How to complete this task:
Go through the data below and return each line where the string "order" appears.

═════ Extracted material ═════

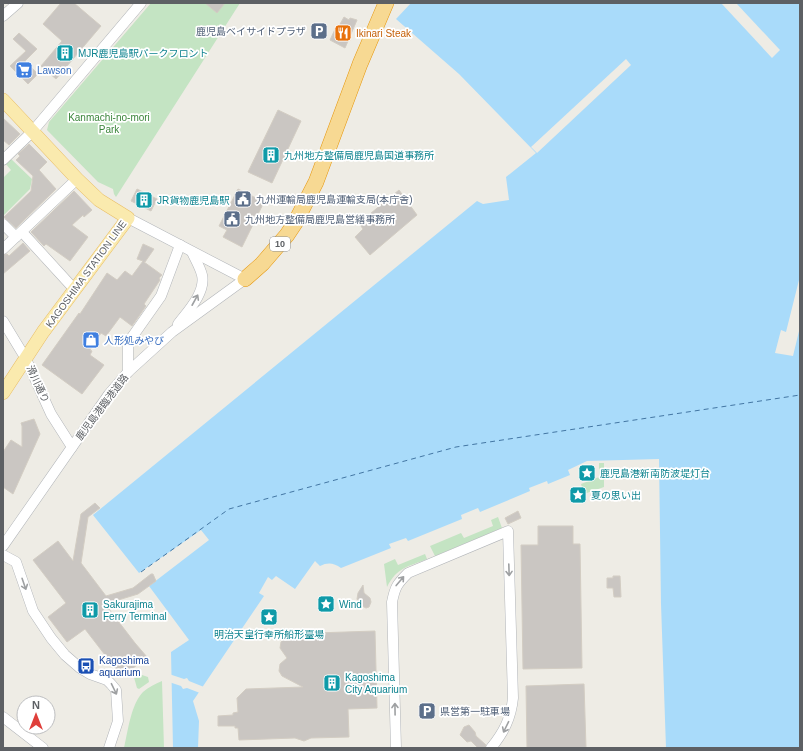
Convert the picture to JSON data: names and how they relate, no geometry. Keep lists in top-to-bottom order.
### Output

═════
═════ Extracted material ═════

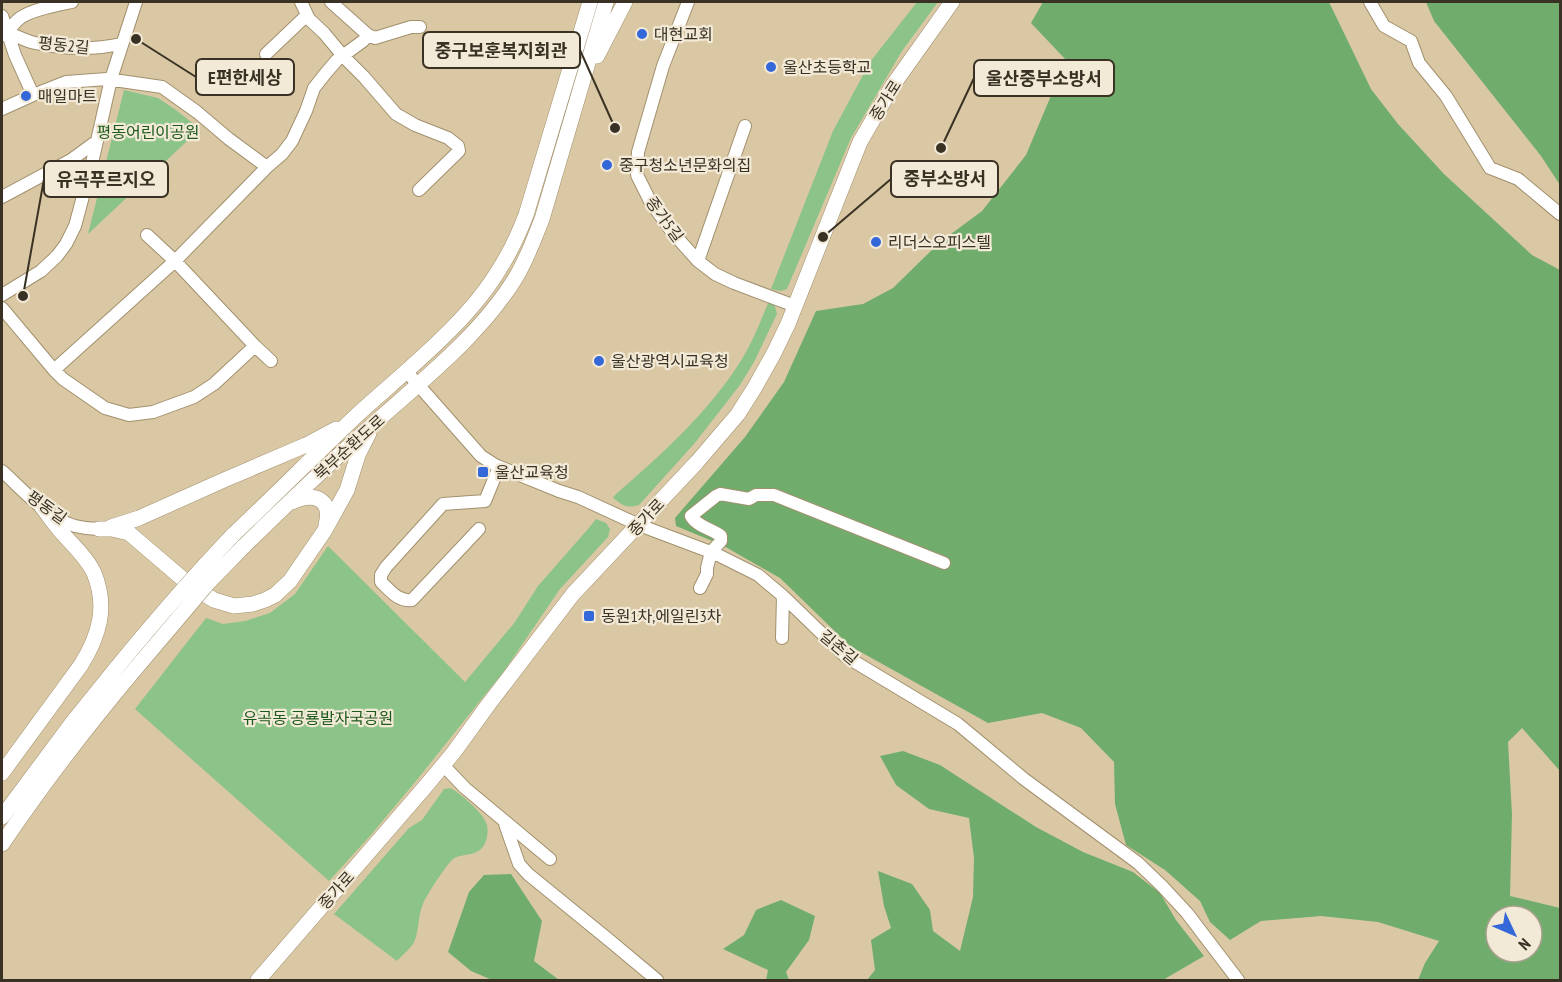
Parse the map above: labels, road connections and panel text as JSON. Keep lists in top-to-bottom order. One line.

═════

Result of this exercise:
Convert the picture to JSON data: names and how they relate, no geometry. Keep lists in top-to-bottom order.
Parse the map above: labels, road connections and panel text as JSON. Keep lists in top-to-bottom order. One line.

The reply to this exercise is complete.